§ **Dataset entries**:
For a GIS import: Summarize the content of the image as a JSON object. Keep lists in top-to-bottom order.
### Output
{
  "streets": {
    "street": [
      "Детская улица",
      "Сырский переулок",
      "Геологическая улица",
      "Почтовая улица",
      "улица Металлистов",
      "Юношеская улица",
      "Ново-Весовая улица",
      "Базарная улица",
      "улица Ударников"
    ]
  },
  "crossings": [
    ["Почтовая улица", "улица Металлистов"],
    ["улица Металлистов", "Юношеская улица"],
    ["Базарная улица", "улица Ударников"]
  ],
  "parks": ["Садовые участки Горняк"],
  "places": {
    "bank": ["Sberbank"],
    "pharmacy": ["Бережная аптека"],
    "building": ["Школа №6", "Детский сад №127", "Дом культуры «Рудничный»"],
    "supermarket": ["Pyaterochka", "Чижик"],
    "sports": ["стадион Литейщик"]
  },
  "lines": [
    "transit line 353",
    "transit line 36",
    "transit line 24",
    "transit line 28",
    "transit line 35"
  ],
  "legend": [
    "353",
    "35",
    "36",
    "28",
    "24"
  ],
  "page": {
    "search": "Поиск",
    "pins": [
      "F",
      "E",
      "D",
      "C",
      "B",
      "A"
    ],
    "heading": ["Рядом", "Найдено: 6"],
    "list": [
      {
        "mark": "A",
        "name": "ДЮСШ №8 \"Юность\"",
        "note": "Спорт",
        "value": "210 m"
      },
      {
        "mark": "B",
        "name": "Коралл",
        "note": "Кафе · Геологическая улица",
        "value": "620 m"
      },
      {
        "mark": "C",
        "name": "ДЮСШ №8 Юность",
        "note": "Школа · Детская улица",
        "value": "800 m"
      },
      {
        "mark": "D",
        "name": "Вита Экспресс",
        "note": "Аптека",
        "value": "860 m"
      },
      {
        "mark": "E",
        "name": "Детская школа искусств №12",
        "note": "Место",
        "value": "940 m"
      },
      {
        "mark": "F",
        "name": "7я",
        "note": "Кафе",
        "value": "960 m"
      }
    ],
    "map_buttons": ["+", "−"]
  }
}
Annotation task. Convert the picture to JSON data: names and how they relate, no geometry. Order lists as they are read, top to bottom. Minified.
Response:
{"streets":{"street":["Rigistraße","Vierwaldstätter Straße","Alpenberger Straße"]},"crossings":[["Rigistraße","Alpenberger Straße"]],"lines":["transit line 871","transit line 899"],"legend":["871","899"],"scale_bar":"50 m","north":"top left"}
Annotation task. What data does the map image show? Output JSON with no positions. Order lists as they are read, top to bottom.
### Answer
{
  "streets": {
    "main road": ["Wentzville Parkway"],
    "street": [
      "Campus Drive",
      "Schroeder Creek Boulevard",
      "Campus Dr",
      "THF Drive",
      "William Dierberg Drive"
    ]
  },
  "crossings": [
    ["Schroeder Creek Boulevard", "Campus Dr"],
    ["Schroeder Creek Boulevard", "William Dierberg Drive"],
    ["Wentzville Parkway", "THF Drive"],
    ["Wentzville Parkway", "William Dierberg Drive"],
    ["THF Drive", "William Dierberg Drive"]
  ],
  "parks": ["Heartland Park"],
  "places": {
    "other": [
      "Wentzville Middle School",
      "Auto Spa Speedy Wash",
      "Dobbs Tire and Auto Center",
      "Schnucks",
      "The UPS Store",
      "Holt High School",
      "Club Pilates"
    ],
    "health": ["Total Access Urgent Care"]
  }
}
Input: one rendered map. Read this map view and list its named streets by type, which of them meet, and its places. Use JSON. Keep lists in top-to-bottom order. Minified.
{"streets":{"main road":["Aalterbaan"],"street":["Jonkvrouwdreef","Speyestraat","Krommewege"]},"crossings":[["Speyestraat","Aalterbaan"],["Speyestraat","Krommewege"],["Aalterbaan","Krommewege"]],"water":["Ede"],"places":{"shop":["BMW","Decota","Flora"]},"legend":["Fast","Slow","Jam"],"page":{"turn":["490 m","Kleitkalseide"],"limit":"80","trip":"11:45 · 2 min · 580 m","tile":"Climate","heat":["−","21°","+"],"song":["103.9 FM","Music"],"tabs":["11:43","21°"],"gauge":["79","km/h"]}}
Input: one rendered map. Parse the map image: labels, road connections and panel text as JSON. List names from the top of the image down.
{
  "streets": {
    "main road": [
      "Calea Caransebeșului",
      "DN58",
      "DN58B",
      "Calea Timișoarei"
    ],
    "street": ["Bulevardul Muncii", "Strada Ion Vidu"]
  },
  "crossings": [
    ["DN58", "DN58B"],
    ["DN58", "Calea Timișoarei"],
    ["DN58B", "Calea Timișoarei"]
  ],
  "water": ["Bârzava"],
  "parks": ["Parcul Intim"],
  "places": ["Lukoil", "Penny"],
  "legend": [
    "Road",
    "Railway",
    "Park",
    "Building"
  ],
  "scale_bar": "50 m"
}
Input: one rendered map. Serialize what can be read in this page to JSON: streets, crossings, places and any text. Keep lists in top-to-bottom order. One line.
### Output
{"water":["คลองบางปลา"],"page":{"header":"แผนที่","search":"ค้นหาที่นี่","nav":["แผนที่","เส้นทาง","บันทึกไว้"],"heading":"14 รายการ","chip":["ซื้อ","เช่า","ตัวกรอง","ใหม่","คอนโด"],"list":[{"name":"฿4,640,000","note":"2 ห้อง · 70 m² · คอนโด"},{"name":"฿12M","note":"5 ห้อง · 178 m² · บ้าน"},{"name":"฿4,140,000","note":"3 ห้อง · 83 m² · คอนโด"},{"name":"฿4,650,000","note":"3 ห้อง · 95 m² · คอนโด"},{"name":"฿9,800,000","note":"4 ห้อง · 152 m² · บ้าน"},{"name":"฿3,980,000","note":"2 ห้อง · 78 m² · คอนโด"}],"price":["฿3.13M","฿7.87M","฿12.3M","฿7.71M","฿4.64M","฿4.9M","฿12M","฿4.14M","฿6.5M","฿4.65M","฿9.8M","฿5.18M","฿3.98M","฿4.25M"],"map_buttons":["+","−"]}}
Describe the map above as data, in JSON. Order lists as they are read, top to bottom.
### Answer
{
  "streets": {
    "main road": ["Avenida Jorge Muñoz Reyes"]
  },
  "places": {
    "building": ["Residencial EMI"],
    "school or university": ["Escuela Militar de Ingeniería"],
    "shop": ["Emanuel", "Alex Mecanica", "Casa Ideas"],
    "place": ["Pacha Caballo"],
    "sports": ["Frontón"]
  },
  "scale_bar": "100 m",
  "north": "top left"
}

§ **GOAL OF THE EXERCISE**: Having gone through the data above, repeat it exactly.

§ **TASK SOLUTION**:
For a GIS import: Summarize the content of the image as a JSON object. Keep lists in top-to-bottom order.
### Output
{
  "streets": {
    "street": [
      "Детская улица",
      "Сырский переулок",
      "Геологическая улица",
      "Почтовая улица",
      "улица Металлистов",
      "Юношеская улица",
      "Ново-Весовая улица",
      "Базарная улица",
      "улица Ударников"
    ]
  },
  "crossings": [
    ["Почтовая улица", "улица Металлистов"],
    ["улица Металлистов", "Юношеская улица"],
    ["Базарная улица", "улица Ударников"]
  ],
  "parks": ["Садовые участки Горняк"],
  "places": {
    "bank": ["Sberbank"],
    "pharmacy": ["Бережная аптека"],
    "building": ["Школа №6", "Детский сад №127", "Дом культуры «Рудничный»"],
    "supermarket": ["Pyaterochka", "Чижик"],
    "sports": ["стадион Литейщик"]
  },
  "lines": [
    "transit line 353",
    "transit line 36",
    "transit line 24",
    "transit line 28",
    "transit line 35"
  ],
  "legend": [
    "353",
    "35",
    "36",
    "28",
    "24"
  ],
  "page": {
    "search": "Поиск",
    "pins": [
      "F",
      "E",
      "D",
      "C",
      "B",
      "A"
    ],
    "heading": ["Рядом", "Найдено: 6"],
    "list": [
      {
        "mark": "A",
        "name": "ДЮСШ №8 \"Юность\"",
        "note": "Спорт",
        "value": "210 m"
      },
      {
        "mark": "B",
        "name": "Коралл",
        "note": "Кафе · Геологическая улица",
        "value": "620 m"
      },
      {
        "mark": "C",
        "name": "ДЮСШ №8 Юность",
        "note": "Школа · Детская улица",
        "value": "800 m"
      },
      {
        "mark": "D",
        "name": "Вита Экспресс",
        "note": "Аптека",
        "value": "860 m"
      },
      {
        "mark": "E",
        "name": "Детская школа искусств №12",
        "note": "Место",
        "value": "940 m"
      },
      {
        "mark": "F",
        "name": "7я",
        "note": "Кафе",
        "value": "960 m"
      }
    ],
    "map_buttons": ["+", "−"]
  }
}
Annotation task. Convert the picture to JSON data: names and how they relate, no geometry. Order lists as they are read, top to bottom. Minified.
Response:
{"streets":{"street":["Rigistraße","Vierwaldstätter Straße","Alpenberger Straße"]},"crossings":[["Rigistraße","Alpenberger Straße"]],"lines":["transit line 871","transit line 899"],"legend":["871","899"],"scale_bar":"50 m","north":"top left"}
Annotation task. What data does the map image show? Output JSON with no positions. Order lists as they are read, top to bottom.
### Answer
{
  "streets": {
    "main road": ["Wentzville Parkway"],
    "street": [
      "Campus Drive",
      "Schroeder Creek Boulevard",
      "Campus Dr",
      "THF Drive",
      "William Dierberg Drive"
    ]
  },
  "crossings": [
    ["Schroeder Creek Boulevard", "Campus Dr"],
    ["Schroeder Creek Boulevard", "William Dierberg Drive"],
    ["Wentzville Parkway", "THF Drive"],
    ["Wentzville Parkway", "William Dierberg Drive"],
    ["THF Drive", "William Dierberg Drive"]
  ],
  "parks": ["Heartland Park"],
  "places": {
    "other": [
      "Wentzville Middle School",
      "Auto Spa Speedy Wash",
      "Dobbs Tire and Auto Center",
      "Schnucks",
      "The UPS Store",
      "Holt High School",
      "Club Pilates"
    ],
    "health": ["Total Access Urgent Care"]
  }
}
Input: one rendered map. Read this map view and list its named streets by type, which of them meet, and its places. Use JSON. Keep lists in top-to-bottom order. Minified.
{"streets":{"main road":["Aalterbaan"],"street":["Jonkvrouwdreef","Speyestraat","Krommewege"]},"crossings":[["Speyestraat","Aalterbaan"],["Speyestraat","Krommewege"],["Aalterbaan","Krommewege"]],"water":["Ede"],"places":{"shop":["BMW","Decota","Flora"]},"legend":["Fast","Slow","Jam"],"page":{"turn":["490 m","Kleitkalseide"],"limit":"80","trip":"11:45 · 2 min · 580 m","tile":"Climate","heat":["−","21°","+"],"song":["103.9 FM","Music"],"tabs":["11:43","21°"],"gauge":["79","km/h"]}}
Input: one rendered map. Parse the map image: labels, road connections and panel text as JSON. List names from the top of the image down.
{
  "streets": {
    "main road": [
      "Calea Caransebeșului",
      "DN58",
      "DN58B",
      "Calea Timișoarei"
    ],
    "street": ["Bulevardul Muncii", "Strada Ion Vidu"]
  },
  "crossings": [
    ["DN58", "DN58B"],
    ["DN58", "Calea Timișoarei"],
    ["DN58B", "Calea Timișoarei"]
  ],
  "water": ["Bârzava"],
  "parks": ["Parcul Intim"],
  "places": ["Lukoil", "Penny"],
  "legend": [
    "Road",
    "Railway",
    "Park",
    "Building"
  ],
  "scale_bar": "50 m"
}
Input: one rendered map. Serialize what can be read in this page to JSON: streets, crossings, places and any text. Keep lists in top-to-bottom order. One line.
### Output
{"water":["คลองบางปลา"],"page":{"header":"แผนที่","search":"ค้นหาที่นี่","nav":["แผนที่","เส้นทาง","บันทึกไว้"],"heading":"14 รายการ","chip":["ซื้อ","เช่า","ตัวกรอง","ใหม่","คอนโด"],"list":[{"name":"฿4,640,000","note":"2 ห้อง · 70 m² · คอนโด"},{"name":"฿12M","note":"5 ห้อง · 178 m² · บ้าน"},{"name":"฿4,140,000","note":"3 ห้อง · 83 m² · คอนโด"},{"name":"฿4,650,000","note":"3 ห้อง · 95 m² · คอนโด"},{"name":"฿9,800,000","note":"4 ห้อง · 152 m² · บ้าน"},{"name":"฿3,980,000","note":"2 ห้อง · 78 m² · คอนโด"}],"price":["฿3.13M","฿7.87M","฿12.3M","฿7.71M","฿4.64M","฿4.9M","฿12M","฿4.14M","฿6.5M","฿4.65M","฿9.8M","฿5.18M","฿3.98M","฿4.25M"],"map_buttons":["+","−"]}}
Describe the map above as data, in JSON. Order lists as they are read, top to bottom.
### Answer
{
  "streets": {
    "main road": ["Avenida Jorge Muñoz Reyes"]
  },
  "places": {
    "building": ["Residencial EMI"],
    "school or university": ["Escuela Militar de Ingeniería"],
    "shop": ["Emanuel", "Alex Mecanica", "Casa Ideas"],
    "place": ["Pacha Caballo"],
    "sports": ["Frontón"]
  },
  "scale_bar": "100 m",
  "north": "top left"
}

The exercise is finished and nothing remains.